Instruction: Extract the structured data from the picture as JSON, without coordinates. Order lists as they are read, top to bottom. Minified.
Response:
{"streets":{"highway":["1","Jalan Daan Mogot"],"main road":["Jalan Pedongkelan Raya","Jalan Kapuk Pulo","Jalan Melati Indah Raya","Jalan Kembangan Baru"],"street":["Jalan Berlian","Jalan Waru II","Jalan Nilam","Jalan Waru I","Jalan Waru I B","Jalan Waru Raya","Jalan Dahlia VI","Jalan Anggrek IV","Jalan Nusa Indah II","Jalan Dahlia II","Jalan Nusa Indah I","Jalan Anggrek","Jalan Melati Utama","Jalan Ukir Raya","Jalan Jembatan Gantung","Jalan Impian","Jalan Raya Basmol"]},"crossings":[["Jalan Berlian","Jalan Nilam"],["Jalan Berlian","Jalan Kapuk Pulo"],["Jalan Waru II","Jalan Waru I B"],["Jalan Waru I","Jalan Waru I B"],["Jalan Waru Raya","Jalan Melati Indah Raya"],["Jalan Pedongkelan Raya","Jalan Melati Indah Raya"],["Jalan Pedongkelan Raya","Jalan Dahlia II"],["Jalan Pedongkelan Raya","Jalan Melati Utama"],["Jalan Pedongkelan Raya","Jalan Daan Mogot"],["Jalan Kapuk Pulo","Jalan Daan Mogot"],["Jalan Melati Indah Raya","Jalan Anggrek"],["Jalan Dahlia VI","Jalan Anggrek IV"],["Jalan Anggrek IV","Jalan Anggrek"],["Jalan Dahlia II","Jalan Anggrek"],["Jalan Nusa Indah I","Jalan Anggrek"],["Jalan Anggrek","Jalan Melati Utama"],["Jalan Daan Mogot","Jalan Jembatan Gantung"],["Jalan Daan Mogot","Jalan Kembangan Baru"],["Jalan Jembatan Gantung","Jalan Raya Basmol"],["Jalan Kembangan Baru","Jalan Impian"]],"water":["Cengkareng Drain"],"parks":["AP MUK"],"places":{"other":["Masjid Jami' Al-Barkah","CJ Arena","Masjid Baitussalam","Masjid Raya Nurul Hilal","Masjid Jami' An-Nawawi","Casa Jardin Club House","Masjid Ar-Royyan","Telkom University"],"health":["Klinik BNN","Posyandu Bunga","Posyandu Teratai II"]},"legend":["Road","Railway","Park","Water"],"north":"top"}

+++++

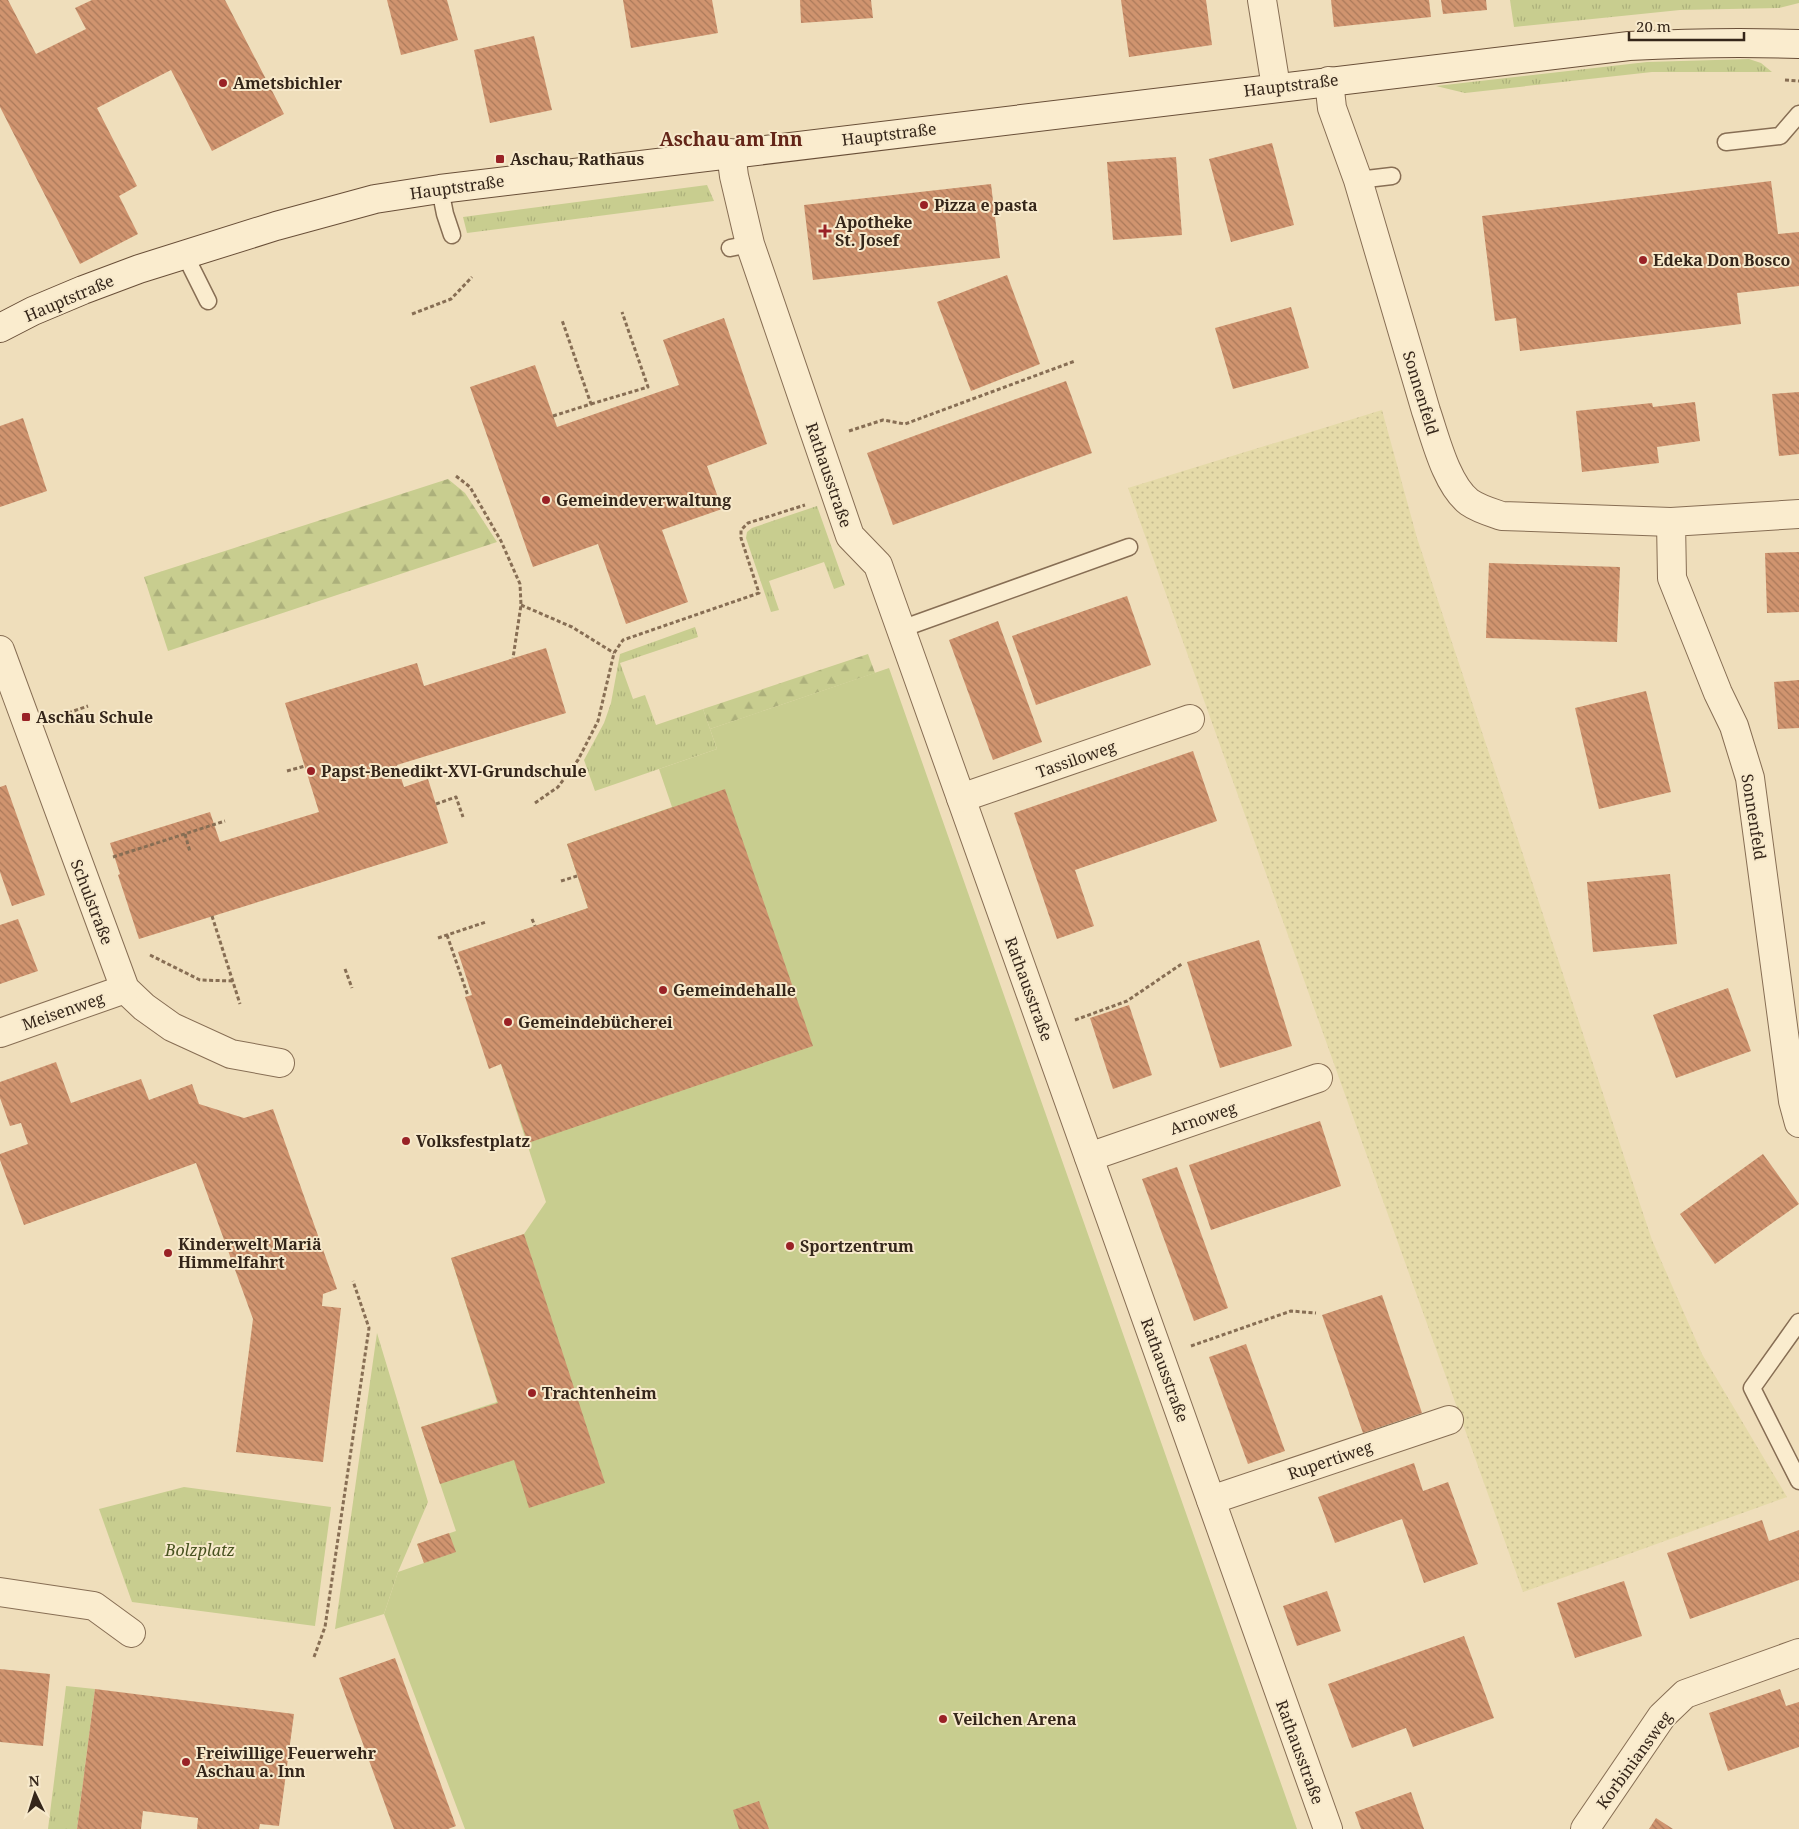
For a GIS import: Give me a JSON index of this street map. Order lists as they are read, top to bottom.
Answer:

+++++

• _EXERCISE PROMPT_: Give the number of lines above in which the word "Order" occurs, with nothing else.

• _EXERCISE OUTPUT_: 2